We began by walking the Sheepshead Peninsula from Cahergal via the Crimea, passing copper mines and abandoned villages. This stretch has stunning cliff walks with views across to Bere Island and the Beara Peninsula. Then we walked further, passing by the lighthouse and around Tooreen by the lake, to Bernie’s Sheepshead Café for a well-earned rest and a chance chat with the group.

Next onto Bere Island on the Beara Peninsula; we made the crossing on Colum’s Ferry, then we walked to the lighthouse and up to the signal tower for our lunch with panoramic views over Hungry Hill on the mainland, and Castletowberehaven harbour. Then we followed the Military Road up to the Cross, and down to the Loophead Café, finishing with a pint in the iconic McCarthy’s Bar in Castletown, as the author Pete McCarthy himself recommended!

Next day we ventured on the Dursey to Allihies walk located on the tip of the Beara Peninsula from the Dursey Cable car station over Ballaghboy Mountain, with beautiful views over Black Ball Head and the Skelligs, to lunch on Garnish strand. We continued along Lackacroghan and Knocknahulla to Allihies and the welcoming Allihies Mining Museum and Café, at the walk’s end.

On the Iveragh peninsula we walked the Old Kenmare to Killarney Road, climbing by Pikeen to the Windy gap, before descending towards Galway’s bridge.

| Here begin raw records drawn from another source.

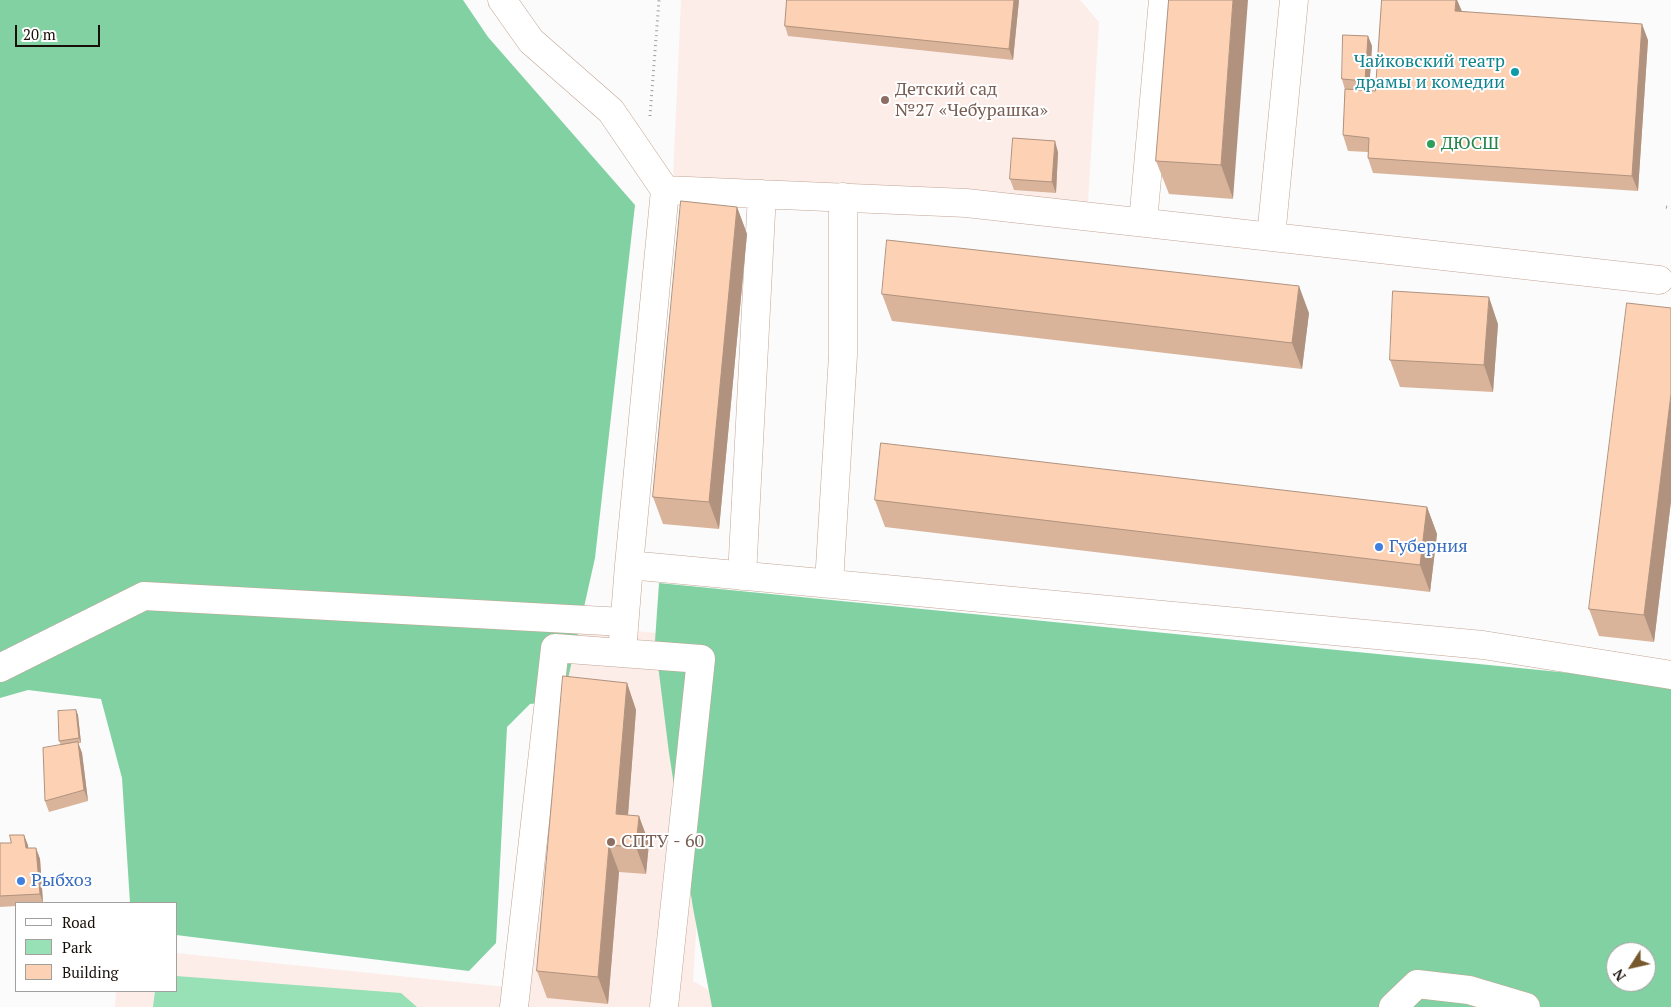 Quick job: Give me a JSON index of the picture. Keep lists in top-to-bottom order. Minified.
{"places":["Чайковский театр драмы и комедии","Детский сад №27 «Чебурашка»","ДЮСШ","Губерния","СПТУ - 60","Рыбхоз"],"legend":["Road","Park","Building"],"scale_bar":"20 m","north":"bottom left"} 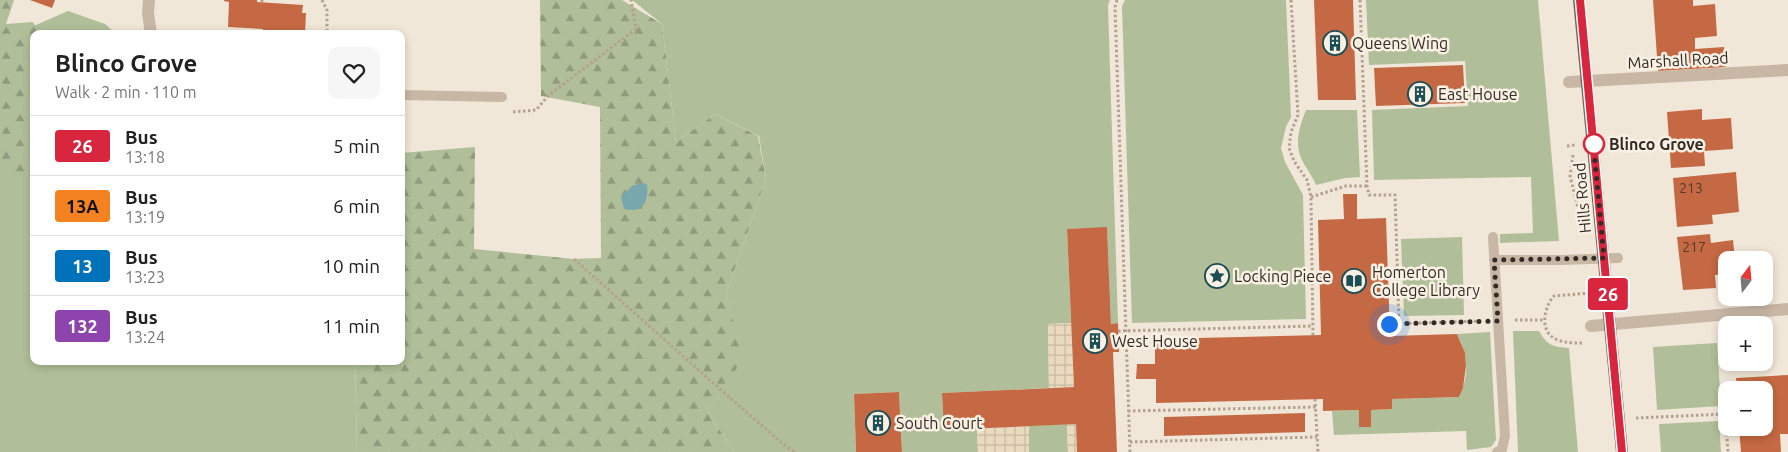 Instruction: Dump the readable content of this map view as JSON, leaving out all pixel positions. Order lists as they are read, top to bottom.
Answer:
{
  "streets": {
    "main road": ["Hills Road"],
    "street": ["Marshall Road"]
  },
  "crossings": [
    ["Marshall Road", "Hills Road"]
  ],
  "places": {
    "building": [
      "Queens Wing",
      "East House",
      "West House",
      "South Court"
    ],
    "other": ["Blinco Grove"],
    "place": ["Locking Piece"],
    "library": ["Homerton College Library"]
  },
  "lines": ["bus line 26"],
  "house_numbers": ["213", "217"],
  "north": "top",
  "page": {
    "on_map": "26",
    "heading": ["Blinco Grove", "Walk · 2 min · 110 m"],
    "list": [
      {
        "mark": "26",
        "name": "Bus",
        "note": "13:18",
        "value": "5 min"
      },
      {
        "mark": "13A",
        "name": "Bus",
        "note": "13:19",
        "value": "6 min"
      },
      {
        "mark": "13",
        "name": "Bus",
        "note": "13:23",
        "value": "10 min"
      },
      {
        "mark": "132",
        "name": "Bus",
        "note": "13:24",
        "value": "11 min"
      }
    ],
    "map_buttons": ["+", "−"]
  }
} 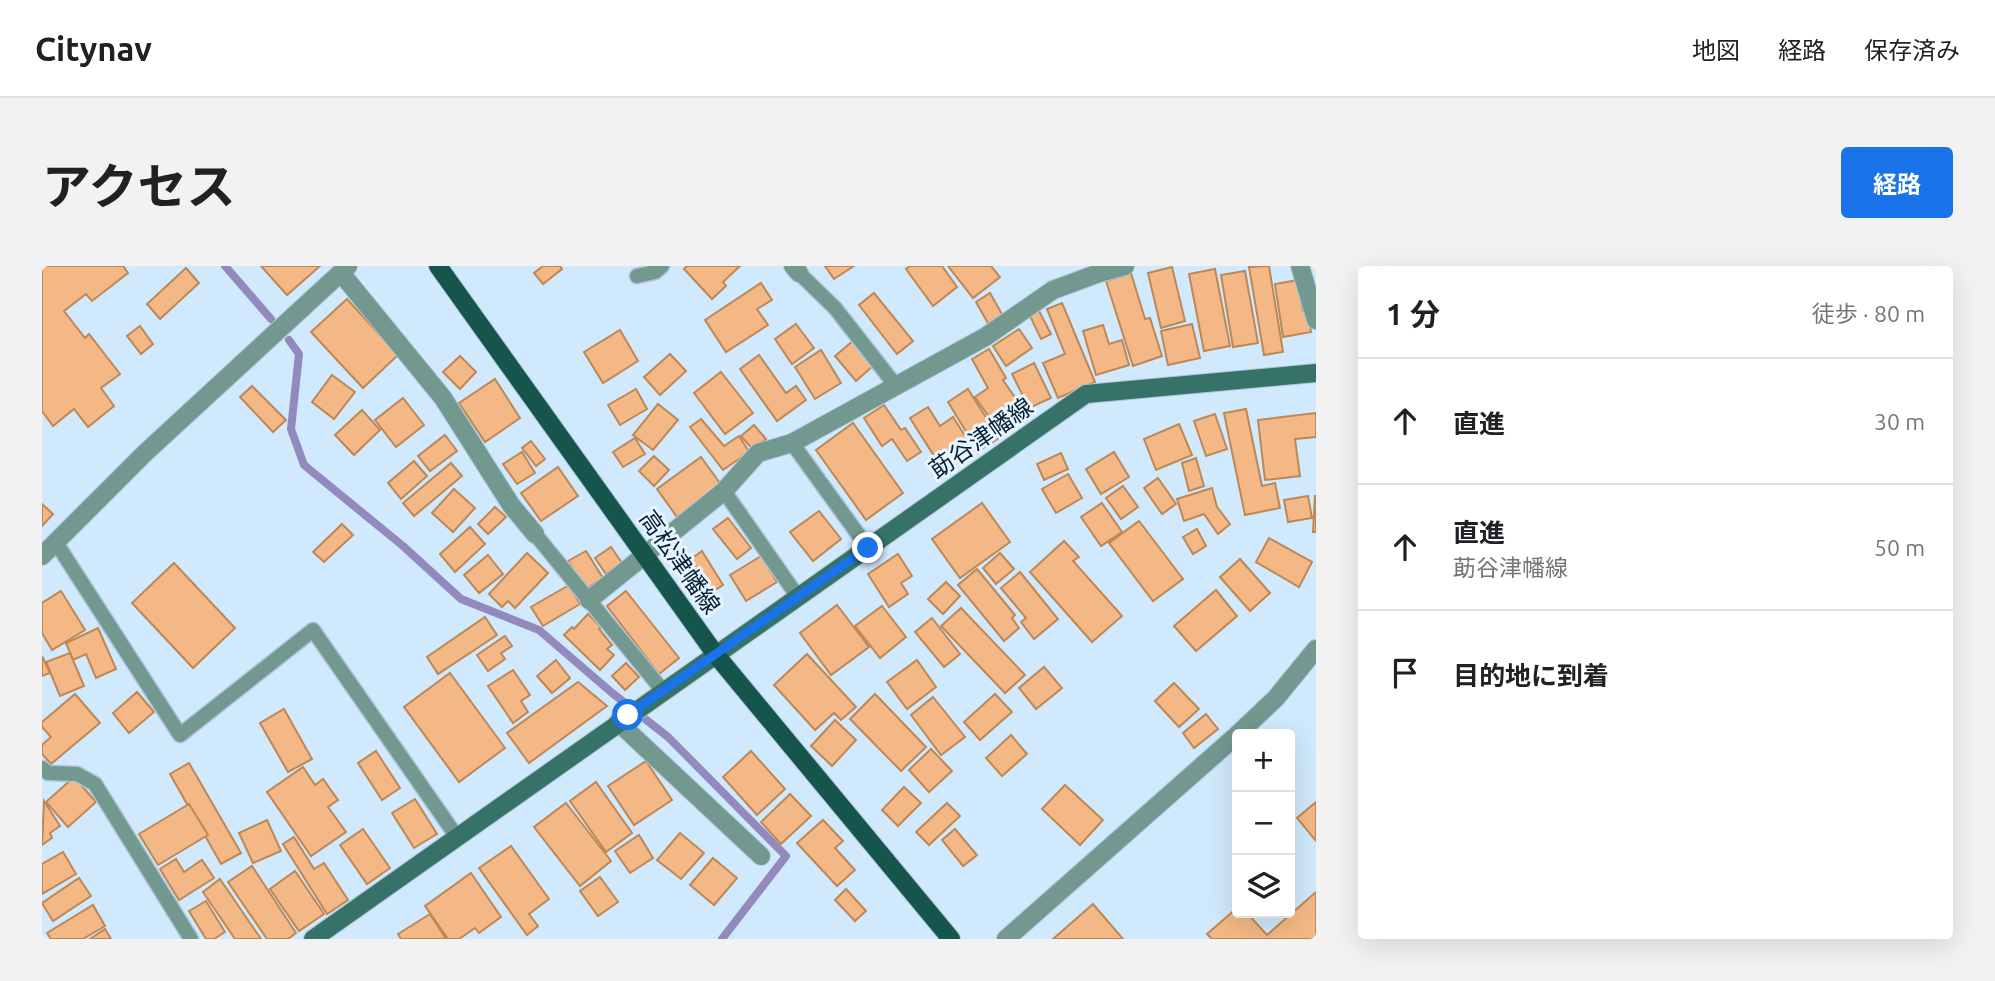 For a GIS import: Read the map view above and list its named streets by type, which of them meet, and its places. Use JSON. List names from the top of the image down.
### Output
{
  "streets": {
    "main road": ["莇谷津幡線", "高松津幡線"]
  },
  "crossings": [
    ["莇谷津幡線", "高松津幡線"]
  ],
  "page": {
    "header": "Citynav",
    "nav": ["地図", "経路", "保存済み"],
    "title": "アクセス",
    "buttons": "経路",
    "heading": ["1 分", "徒歩 · 80 m"],
    "list": [
      ["直進", "30 m"],
      ["直進", "莇谷津幡線", "50 m"],
      "目的地に到着"
    ],
    "map_buttons": ["+", "−"]
  }
} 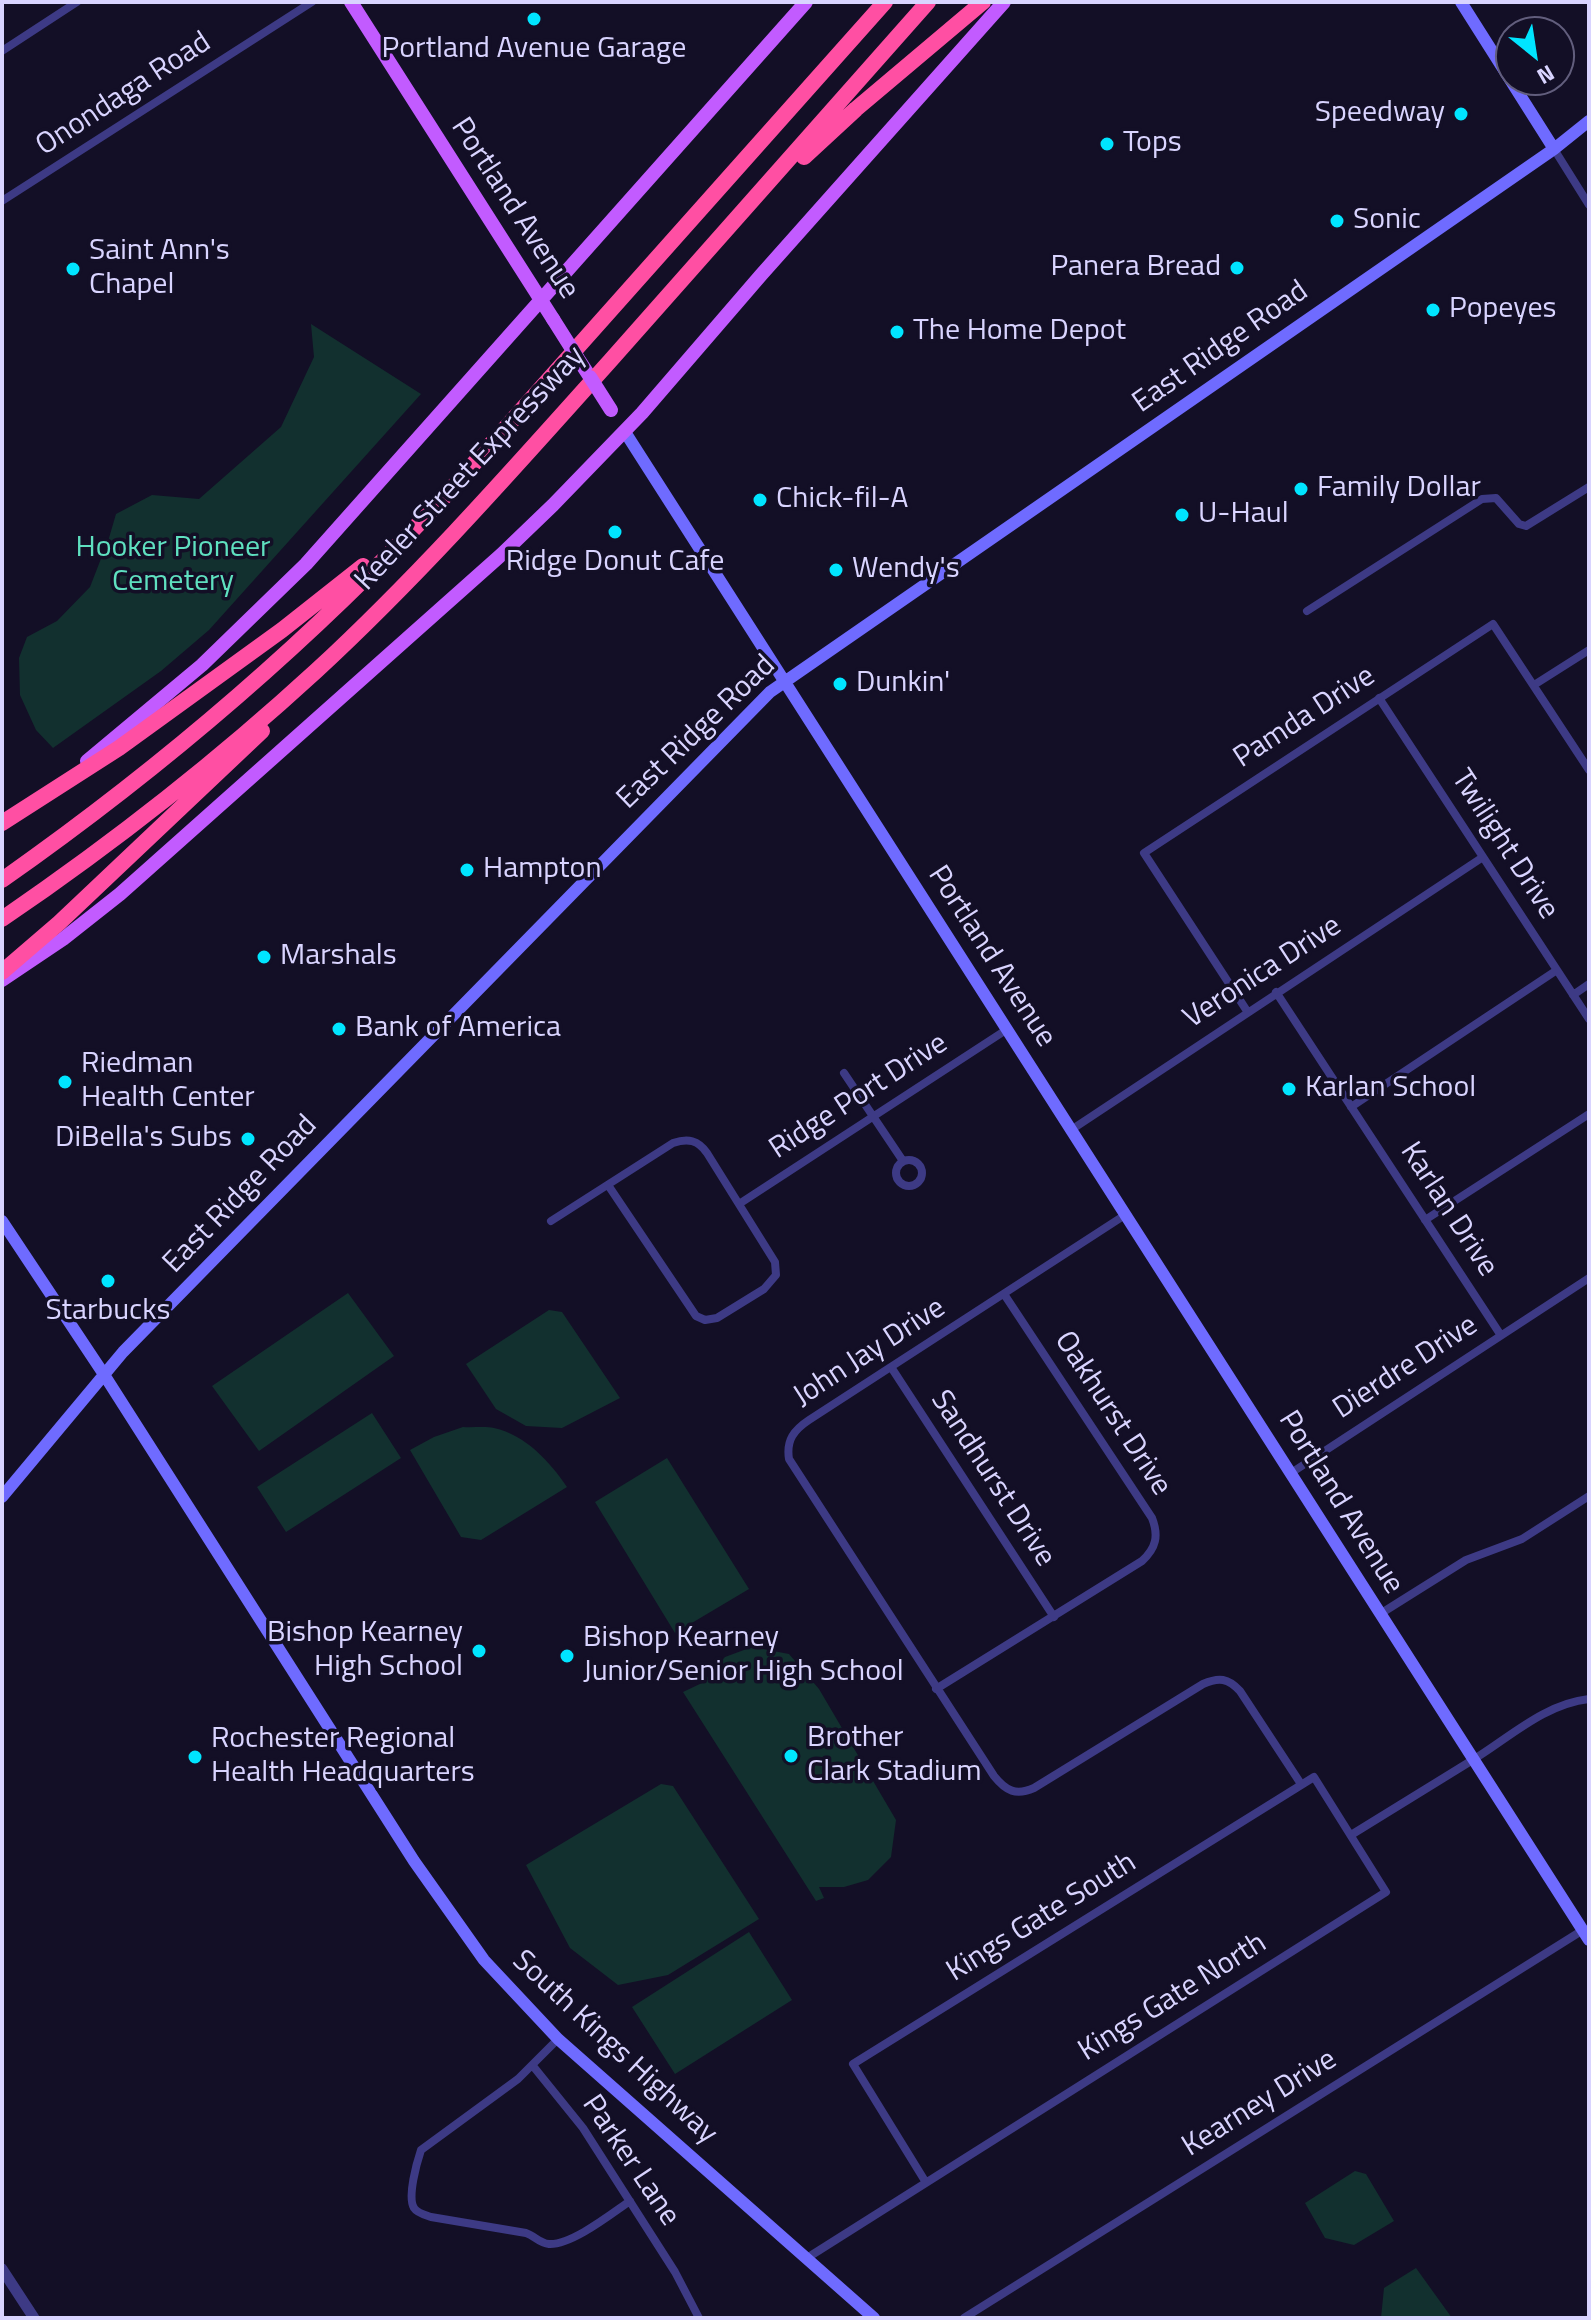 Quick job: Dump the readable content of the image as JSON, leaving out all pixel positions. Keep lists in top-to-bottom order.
{
  "streets": {
    "highway": ["Keeler Street Expressway"],
    "main road": ["Portland Avenue", "East Ridge Road", "South Kings Highway"],
    "street": [
      "Onondaga Road",
      "Pamda Drive",
      "Twilight Drive",
      "Veronica Drive",
      "Ridge Port Drive",
      "Karlan Drive",
      "John Jay Drive",
      "Dierdre Drive",
      "Oakhurst Drive",
      "Sandhurst Drive",
      "Kings Gate South",
      "Kings Gate North",
      "Kearney Drive",
      "Parker Lane"
    ]
  },
  "crossings": [
    ["Portland Avenue", "East Ridge Road"],
    ["Portland Avenue", "Veronica Drive"],
    ["Portland Avenue", "Ridge Port Drive"],
    ["Portland Avenue", "John Jay Drive"],
    ["Portland Avenue", "Dierdre Drive"],
    ["Portland Avenue", "Kearney Drive"],
    ["East Ridge Road", "South Kings Highway"],
    ["Pamda Drive", "Twilight Drive"],
    ["Pamda Drive", "Veronica Drive"],
    ["Twilight Drive", "Veronica Drive"],
    ["Veronica Drive", "Karlan Drive"],
    ["Karlan Drive", "Dierdre Drive"],
    ["John Jay Drive", "Oakhurst Drive"],
    ["John Jay Drive", "Sandhurst Drive"],
    ["John Jay Drive", "Kings Gate South"],
    ["Oakhurst Drive", "Sandhurst Drive"],
    ["Kings Gate South", "Kings Gate North"],
    ["Kings Gate North", "South Kings Highway"]
  ],
  "parks": ["Hooker Pioneer Cemetery"],
  "places": [
    "Portland Avenue Garage",
    "Speedway",
    "Tops",
    "Sonic",
    "Panera Bread",
    "Saint Ann's Chapel",
    "Popeyes",
    "The Home Depot",
    "Family Dollar",
    "Chick-fil-A",
    "U-Haul",
    "Ridge Donut Cafe",
    "Wendy's",
    "Dunkin'",
    "Hampton",
    "Marshals",
    "Bank of America",
    "Riedman Health Center",
    "Karlan School",
    "DiBella's Subs",
    "Starbucks",
    "Bishop Kearney High School",
    "Bishop Kearney Junior/Senior High School",
    "Brother Clark Stadium",
    "Rochester Regional Health Headquarters"
  ],
  "north": "bottom right"
}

Turning right, we then ascended through ancient moss-covered Oak woods and Esknamucky Glen, passing Torc Mountain, and down the steps to Torc Waterfall, for teas and coffees at Muckross gardens in the National Park.

The following day found us on the Dingle Peninsula: number four! We began at the renowned Paudi O’Shea’s Pub onto Ventry Strand, by Raheen, and then followed the Dingle Way around the majestic Mount Eagle. Passing by ancient beehive huts, enclosures and lots of other ancient monuments overlooking Dingle Bay with views to Castlemaine and the Iveragh Peninsula beyond. Further on, we overlooked the Blasket Islands and stone-walled fields before descending to Dunquin. Then a visit to the Blasket centre and their café, before some downtime spent in Dingle town.

As a special addition and because time permitted, we walked a fifth peninsula, Mizzen Head, with its signal station, accessed via a stunning bridge, to catch a glimpse of the life of the keepers that once manned the lighthouse, the Marconi radio station itself, not to mention the magnificent folded cliffs and rock formations of the surrounding landscape.

During the course of the Four Peninsulas Tour (or five!) we all got some great exercise and fresh air. We also met some great people, and together were immersed in the special history and culture of the Southwest, and explored a stunning landscape with all its different faces and weathers: Happy Walking at WAWT!